**Dataset items:**
<<<<
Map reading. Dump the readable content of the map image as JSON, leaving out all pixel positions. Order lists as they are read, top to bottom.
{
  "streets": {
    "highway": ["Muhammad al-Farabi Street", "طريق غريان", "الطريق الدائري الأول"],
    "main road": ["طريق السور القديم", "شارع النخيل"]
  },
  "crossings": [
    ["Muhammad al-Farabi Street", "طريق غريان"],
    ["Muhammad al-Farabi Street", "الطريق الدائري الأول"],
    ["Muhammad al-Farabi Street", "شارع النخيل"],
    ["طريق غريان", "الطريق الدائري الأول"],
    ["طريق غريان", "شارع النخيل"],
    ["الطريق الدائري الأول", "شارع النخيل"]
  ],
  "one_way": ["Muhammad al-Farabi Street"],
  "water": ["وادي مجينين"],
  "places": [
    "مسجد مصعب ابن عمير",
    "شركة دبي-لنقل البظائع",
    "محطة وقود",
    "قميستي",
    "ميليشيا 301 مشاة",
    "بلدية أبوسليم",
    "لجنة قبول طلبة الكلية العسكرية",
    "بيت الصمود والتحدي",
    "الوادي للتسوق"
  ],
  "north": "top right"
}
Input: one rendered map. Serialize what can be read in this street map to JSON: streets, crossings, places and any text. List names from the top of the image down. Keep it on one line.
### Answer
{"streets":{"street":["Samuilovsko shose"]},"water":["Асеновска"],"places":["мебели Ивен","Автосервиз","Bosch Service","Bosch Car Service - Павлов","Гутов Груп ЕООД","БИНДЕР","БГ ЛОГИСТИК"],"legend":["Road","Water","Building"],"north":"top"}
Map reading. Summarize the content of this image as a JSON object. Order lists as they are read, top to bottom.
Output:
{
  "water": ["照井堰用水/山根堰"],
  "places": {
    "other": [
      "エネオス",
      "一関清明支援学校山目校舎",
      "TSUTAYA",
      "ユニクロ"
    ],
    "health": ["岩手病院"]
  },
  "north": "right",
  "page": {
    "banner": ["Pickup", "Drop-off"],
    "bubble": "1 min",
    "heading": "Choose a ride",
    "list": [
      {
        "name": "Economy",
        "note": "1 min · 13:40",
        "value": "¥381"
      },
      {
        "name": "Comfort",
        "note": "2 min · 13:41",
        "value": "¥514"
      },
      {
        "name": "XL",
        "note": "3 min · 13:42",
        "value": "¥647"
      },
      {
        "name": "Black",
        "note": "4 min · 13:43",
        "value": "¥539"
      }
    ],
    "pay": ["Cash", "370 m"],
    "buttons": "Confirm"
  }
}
>>>>
Exactly the lines from the one containing "Map reading. Summarize" through the final line of the records above are needed, copied word for word.

Map reading. Summarize the content of this image as a JSON object. Order lists as they are read, top to bottom.
Output:
{
  "water": ["照井堰用水/山根堰"],
  "places": {
    "other": [
      "エネオス",
      "一関清明支援学校山目校舎",
      "TSUTAYA",
      "ユニクロ"
    ],
    "health": ["岩手病院"]
  },
  "north": "right",
  "page": {
    "banner": ["Pickup", "Drop-off"],
    "bubble": "1 min",
    "heading": "Choose a ride",
    "list": [
      {
        "name": "Economy",
        "note": "1 min · 13:40",
        "value": "¥381"
      },
      {
        "name": "Comfort",
        "note": "2 min · 13:41",
        "value": "¥514"
      },
      {
        "name": "XL",
        "note": "3 min · 13:42",
        "value": "¥647"
      },
      {
        "name": "Black",
        "note": "4 min · 13:43",
        "value": "¥539"
      }
    ],
    "pay": ["Cash", "370 m"],
    "buttons": "Confirm"
  }
}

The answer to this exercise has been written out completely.